To do
Gather, from the data below, each line in which the word "limit" occurs.

(Data extracted from a collection)
=== Section Start ===

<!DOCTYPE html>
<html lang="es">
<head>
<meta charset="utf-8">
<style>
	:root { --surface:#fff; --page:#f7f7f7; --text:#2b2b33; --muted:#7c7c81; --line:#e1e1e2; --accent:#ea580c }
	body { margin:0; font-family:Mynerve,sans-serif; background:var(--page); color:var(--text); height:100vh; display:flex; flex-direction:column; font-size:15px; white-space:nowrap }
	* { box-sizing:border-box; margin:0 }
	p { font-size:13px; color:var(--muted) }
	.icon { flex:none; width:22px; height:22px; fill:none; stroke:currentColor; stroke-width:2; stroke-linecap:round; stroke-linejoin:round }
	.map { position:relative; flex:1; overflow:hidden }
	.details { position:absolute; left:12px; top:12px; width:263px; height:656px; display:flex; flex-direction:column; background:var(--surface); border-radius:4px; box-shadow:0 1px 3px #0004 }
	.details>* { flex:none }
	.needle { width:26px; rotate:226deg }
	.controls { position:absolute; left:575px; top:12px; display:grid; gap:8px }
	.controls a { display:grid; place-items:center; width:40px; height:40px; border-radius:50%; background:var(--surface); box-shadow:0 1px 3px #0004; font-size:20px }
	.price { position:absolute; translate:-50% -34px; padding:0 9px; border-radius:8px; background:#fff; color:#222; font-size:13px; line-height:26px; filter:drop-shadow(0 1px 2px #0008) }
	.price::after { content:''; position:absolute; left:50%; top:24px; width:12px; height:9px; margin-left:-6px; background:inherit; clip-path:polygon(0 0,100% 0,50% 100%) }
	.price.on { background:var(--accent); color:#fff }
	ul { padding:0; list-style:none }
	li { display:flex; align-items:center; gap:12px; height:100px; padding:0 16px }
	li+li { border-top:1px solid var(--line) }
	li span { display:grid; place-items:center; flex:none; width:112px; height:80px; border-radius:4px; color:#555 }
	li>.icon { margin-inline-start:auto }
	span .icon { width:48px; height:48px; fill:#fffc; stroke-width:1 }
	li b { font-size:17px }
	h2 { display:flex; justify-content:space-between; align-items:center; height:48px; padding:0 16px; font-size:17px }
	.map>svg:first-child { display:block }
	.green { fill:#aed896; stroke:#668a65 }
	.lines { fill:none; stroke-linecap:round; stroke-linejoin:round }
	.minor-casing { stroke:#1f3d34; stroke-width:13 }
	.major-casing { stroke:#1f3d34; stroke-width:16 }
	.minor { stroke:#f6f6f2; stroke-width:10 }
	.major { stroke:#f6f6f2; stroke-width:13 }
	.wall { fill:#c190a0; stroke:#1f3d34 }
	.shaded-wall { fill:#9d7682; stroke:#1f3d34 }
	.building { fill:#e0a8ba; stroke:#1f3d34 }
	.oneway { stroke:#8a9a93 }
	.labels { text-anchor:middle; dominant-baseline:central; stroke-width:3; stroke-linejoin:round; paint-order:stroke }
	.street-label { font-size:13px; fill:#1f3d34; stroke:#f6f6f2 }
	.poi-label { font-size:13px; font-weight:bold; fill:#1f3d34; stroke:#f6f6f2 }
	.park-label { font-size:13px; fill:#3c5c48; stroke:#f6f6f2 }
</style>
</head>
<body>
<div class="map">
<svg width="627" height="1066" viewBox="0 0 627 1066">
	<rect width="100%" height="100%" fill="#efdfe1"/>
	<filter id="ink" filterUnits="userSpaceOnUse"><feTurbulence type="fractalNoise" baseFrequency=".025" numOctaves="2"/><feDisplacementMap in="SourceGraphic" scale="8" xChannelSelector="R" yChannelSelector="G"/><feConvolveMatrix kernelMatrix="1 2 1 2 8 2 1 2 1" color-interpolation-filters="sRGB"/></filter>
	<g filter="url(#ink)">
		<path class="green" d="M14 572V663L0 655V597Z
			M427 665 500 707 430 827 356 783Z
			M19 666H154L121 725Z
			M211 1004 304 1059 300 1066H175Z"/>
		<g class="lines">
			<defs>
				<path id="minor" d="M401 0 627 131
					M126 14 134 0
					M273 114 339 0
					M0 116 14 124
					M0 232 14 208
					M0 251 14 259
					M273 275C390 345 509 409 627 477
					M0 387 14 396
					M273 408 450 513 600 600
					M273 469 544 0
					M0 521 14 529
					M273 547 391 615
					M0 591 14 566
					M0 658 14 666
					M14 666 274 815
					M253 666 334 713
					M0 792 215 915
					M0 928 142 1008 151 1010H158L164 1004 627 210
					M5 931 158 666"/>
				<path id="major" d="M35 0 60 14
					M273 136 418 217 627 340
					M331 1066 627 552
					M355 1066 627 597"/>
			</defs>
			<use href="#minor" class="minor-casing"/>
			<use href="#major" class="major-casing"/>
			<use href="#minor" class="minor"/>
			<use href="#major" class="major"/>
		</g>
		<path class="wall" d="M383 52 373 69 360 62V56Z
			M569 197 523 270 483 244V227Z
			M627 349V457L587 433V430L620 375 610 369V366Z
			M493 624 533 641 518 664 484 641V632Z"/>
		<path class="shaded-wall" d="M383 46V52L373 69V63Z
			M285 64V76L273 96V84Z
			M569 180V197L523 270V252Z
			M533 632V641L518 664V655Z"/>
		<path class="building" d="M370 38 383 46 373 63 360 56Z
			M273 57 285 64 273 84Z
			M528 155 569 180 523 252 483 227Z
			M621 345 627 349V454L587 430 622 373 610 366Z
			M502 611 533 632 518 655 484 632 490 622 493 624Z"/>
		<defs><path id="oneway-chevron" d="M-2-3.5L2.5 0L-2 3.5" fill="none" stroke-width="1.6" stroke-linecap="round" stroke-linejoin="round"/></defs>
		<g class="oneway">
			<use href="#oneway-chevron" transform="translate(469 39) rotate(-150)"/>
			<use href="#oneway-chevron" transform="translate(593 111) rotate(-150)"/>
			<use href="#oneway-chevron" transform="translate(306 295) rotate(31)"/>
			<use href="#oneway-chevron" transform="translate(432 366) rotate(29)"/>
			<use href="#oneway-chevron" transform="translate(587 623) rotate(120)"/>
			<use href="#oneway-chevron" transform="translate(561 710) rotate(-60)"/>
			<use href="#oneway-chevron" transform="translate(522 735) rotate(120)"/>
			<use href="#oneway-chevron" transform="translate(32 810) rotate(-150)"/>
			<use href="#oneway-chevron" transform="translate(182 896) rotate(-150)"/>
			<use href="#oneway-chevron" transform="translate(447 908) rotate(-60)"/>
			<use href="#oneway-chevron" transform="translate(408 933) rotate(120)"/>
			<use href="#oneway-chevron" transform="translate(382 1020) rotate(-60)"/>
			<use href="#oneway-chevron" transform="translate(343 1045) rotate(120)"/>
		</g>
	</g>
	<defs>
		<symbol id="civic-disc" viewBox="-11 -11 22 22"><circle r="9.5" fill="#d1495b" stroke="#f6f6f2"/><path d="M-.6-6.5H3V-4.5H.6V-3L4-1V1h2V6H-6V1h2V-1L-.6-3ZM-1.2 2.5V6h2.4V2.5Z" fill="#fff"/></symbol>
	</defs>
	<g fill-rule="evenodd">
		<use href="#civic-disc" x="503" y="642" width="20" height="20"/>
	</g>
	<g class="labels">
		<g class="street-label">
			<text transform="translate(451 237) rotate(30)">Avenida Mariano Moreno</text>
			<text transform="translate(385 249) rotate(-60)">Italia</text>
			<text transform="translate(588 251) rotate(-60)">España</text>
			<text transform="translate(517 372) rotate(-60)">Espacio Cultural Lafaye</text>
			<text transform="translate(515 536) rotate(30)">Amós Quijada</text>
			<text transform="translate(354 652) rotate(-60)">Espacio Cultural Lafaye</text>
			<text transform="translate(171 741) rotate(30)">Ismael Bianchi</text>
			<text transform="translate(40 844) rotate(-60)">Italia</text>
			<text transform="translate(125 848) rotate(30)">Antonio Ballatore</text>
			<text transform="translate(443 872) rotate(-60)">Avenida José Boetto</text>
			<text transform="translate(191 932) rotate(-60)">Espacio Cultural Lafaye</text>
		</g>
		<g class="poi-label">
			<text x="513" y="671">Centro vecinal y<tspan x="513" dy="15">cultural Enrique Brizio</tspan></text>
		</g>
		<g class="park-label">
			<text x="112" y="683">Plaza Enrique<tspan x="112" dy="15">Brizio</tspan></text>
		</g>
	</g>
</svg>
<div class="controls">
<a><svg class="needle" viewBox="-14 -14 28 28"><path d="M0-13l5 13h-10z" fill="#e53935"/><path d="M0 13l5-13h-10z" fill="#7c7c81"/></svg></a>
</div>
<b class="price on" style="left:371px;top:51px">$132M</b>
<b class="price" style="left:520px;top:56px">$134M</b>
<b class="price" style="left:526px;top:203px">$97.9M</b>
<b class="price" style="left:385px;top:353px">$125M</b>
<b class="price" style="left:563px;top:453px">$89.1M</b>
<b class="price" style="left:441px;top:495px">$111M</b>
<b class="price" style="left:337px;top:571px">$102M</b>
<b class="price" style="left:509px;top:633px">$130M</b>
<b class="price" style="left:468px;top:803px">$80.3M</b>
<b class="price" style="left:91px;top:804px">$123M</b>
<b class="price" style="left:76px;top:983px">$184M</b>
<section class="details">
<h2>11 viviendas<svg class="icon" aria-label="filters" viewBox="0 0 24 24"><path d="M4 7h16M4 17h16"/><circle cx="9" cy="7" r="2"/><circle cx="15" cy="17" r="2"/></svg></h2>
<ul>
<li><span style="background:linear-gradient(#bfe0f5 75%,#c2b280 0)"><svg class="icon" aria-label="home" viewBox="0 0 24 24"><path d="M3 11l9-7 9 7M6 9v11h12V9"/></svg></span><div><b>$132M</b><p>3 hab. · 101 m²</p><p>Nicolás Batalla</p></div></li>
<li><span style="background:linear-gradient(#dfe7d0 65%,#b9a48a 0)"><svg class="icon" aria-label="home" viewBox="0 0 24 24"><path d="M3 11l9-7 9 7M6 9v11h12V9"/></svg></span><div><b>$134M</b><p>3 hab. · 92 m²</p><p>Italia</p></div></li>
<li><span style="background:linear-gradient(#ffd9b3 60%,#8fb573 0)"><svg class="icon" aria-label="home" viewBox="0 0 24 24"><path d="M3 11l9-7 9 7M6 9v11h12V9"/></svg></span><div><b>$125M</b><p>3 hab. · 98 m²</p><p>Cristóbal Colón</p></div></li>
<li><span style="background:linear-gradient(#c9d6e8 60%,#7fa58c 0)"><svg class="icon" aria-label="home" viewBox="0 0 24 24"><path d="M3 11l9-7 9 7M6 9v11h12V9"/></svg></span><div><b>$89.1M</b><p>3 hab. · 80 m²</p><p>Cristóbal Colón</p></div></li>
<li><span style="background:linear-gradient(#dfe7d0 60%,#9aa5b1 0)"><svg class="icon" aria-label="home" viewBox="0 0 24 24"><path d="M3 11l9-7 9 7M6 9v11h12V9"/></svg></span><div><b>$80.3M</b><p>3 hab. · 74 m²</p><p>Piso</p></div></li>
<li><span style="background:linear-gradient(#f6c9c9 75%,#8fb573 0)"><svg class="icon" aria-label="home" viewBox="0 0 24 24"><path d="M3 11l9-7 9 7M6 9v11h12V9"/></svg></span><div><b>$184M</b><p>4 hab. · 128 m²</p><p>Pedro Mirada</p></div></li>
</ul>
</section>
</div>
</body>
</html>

=== Section End ===
=== Section Start ===

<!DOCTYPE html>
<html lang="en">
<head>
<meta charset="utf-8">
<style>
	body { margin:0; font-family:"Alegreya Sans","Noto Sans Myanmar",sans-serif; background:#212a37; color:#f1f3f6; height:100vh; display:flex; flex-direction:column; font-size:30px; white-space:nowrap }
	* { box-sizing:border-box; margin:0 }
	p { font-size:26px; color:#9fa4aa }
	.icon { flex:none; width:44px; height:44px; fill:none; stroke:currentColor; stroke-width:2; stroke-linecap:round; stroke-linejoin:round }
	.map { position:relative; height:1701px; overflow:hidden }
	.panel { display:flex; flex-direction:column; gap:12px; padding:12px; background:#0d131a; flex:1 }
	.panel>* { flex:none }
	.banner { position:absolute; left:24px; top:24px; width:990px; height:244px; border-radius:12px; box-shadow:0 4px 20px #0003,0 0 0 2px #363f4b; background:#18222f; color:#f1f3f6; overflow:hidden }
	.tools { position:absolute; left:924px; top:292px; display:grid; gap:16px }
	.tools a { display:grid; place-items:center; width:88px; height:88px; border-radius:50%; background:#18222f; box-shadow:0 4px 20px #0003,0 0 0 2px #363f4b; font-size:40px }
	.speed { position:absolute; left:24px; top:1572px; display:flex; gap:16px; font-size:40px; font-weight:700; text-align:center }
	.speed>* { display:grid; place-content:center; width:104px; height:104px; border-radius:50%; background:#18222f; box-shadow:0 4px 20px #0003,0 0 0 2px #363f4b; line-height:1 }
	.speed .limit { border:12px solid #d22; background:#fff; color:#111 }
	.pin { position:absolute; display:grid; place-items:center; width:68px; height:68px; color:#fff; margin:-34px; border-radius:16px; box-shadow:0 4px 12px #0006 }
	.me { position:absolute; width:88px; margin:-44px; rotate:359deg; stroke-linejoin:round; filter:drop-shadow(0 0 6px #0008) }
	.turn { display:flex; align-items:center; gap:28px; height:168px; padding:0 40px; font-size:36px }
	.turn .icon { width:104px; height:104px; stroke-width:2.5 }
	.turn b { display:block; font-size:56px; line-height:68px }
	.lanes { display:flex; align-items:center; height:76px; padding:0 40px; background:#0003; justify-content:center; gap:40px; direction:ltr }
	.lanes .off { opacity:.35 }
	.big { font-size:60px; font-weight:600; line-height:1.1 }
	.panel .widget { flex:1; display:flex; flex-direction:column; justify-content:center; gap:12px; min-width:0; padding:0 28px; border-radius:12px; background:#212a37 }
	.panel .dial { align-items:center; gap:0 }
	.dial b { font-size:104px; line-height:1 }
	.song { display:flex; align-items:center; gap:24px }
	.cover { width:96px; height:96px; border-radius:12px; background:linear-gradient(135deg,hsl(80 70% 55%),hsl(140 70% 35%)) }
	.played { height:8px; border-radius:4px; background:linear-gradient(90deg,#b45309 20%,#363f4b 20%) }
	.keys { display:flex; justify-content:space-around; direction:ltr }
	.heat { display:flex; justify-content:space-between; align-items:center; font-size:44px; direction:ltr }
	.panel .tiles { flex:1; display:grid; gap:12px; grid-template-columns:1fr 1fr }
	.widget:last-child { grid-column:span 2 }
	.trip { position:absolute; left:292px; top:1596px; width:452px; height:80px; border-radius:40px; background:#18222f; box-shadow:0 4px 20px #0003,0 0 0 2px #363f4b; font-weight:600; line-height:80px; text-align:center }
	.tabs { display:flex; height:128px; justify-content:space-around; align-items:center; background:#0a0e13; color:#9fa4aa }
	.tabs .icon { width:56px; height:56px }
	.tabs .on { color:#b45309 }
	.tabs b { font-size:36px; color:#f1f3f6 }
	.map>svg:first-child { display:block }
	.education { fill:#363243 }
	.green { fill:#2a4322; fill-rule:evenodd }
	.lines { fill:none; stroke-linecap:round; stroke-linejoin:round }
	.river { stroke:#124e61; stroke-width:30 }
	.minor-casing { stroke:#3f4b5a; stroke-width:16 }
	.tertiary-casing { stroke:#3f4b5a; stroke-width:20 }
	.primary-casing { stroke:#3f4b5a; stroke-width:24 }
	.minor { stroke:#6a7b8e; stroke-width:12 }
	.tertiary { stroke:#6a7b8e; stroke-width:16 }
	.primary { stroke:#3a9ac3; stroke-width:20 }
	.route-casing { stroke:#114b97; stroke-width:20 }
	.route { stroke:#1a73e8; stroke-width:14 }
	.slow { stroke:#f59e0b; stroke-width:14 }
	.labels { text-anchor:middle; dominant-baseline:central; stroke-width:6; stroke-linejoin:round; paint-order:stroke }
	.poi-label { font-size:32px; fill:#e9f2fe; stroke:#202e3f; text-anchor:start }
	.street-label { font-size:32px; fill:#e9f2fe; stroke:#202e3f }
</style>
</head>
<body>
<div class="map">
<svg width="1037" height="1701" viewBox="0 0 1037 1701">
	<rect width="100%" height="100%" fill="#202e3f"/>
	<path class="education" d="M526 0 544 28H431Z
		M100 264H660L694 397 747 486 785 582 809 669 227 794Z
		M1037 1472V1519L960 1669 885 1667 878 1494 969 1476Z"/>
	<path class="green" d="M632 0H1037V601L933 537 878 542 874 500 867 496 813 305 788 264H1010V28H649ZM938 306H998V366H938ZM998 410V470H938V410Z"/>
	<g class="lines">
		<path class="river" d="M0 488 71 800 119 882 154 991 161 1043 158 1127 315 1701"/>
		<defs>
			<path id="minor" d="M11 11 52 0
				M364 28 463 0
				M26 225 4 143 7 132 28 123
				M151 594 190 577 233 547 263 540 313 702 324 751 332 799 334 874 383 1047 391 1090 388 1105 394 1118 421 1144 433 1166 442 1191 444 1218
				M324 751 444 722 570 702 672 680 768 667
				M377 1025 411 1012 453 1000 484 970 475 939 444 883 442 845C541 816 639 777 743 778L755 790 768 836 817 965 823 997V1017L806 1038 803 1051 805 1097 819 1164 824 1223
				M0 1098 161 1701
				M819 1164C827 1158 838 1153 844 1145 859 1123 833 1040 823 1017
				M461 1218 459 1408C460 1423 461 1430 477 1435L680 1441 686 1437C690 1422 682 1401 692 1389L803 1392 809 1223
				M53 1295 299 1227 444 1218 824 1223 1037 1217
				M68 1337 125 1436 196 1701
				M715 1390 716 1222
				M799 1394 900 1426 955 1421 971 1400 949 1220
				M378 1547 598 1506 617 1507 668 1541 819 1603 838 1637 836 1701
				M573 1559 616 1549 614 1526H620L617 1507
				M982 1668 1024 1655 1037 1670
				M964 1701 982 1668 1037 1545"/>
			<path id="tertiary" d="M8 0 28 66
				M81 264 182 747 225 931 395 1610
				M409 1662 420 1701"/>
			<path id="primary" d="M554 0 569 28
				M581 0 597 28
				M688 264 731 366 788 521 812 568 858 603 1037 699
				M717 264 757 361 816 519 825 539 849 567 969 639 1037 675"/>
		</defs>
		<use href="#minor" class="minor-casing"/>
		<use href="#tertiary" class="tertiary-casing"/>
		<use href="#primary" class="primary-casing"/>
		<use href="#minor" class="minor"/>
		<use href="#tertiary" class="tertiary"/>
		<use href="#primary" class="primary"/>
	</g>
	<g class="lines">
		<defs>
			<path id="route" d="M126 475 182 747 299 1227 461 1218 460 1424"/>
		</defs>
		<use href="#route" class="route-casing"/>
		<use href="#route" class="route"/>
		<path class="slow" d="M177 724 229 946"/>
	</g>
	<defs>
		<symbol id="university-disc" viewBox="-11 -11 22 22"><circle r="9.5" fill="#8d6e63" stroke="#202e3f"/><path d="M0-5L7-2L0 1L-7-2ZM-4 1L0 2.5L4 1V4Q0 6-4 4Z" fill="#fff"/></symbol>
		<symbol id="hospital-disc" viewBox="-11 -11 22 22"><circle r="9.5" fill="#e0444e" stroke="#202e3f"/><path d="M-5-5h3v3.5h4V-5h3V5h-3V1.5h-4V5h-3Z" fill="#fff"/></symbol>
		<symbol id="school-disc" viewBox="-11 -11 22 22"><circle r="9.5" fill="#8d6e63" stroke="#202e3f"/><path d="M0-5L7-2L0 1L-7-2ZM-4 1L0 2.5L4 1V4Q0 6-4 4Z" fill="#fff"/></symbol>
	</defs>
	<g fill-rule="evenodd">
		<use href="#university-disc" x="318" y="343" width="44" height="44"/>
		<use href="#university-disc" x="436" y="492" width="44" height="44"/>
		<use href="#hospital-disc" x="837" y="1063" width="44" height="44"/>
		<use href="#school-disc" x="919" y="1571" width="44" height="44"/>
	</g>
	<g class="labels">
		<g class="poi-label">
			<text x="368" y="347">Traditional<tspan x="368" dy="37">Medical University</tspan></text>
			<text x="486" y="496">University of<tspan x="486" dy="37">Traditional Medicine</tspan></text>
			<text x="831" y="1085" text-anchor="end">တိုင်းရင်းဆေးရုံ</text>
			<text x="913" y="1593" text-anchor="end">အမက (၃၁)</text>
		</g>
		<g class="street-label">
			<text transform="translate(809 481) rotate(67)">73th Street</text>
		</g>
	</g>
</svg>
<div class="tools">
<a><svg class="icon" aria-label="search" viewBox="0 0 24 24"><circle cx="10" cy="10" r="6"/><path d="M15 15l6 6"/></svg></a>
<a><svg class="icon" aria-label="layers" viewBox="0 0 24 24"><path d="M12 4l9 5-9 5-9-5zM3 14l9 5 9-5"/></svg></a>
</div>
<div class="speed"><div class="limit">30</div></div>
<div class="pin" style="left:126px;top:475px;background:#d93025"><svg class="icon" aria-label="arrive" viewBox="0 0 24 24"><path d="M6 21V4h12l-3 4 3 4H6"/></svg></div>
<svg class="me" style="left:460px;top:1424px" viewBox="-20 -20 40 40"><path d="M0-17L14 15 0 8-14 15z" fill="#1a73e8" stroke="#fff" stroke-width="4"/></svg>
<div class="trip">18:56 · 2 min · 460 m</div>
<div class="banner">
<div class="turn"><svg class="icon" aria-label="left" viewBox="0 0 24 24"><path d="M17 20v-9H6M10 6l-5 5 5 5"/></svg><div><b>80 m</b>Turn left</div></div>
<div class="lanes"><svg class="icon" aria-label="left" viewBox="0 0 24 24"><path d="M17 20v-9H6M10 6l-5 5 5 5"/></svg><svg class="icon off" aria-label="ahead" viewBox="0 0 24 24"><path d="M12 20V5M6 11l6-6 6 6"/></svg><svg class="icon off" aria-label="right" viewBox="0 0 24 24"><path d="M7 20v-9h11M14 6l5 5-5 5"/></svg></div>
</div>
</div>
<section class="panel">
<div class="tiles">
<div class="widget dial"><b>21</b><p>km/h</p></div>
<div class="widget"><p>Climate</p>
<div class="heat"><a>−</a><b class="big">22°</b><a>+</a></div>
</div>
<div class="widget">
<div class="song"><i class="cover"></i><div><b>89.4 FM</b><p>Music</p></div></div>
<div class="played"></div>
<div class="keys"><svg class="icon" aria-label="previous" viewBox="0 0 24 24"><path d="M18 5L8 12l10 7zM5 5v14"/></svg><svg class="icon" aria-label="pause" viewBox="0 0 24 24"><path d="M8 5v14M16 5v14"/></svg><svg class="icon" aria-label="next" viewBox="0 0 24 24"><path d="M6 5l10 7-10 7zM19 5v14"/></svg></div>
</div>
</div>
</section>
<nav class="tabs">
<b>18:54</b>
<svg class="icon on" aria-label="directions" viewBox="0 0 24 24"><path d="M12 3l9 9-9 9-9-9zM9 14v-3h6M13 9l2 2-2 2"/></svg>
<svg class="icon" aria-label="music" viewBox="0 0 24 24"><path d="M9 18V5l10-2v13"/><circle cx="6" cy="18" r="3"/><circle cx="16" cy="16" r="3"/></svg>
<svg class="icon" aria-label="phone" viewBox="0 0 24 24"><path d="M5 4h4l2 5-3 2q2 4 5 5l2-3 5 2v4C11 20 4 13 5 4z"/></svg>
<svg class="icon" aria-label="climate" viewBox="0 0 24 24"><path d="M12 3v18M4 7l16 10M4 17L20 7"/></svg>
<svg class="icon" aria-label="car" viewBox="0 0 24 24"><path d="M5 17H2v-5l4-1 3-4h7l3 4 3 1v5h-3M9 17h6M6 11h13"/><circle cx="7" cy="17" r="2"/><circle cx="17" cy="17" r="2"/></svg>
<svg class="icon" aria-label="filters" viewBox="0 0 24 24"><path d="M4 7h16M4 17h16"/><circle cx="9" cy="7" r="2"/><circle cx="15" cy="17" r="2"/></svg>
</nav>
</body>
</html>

=== Section End ===

Response
	.speed .limit { border:12px solid #d22; background:#fff; color:#111 }
<div class="speed"><div class="limit">30</div></div>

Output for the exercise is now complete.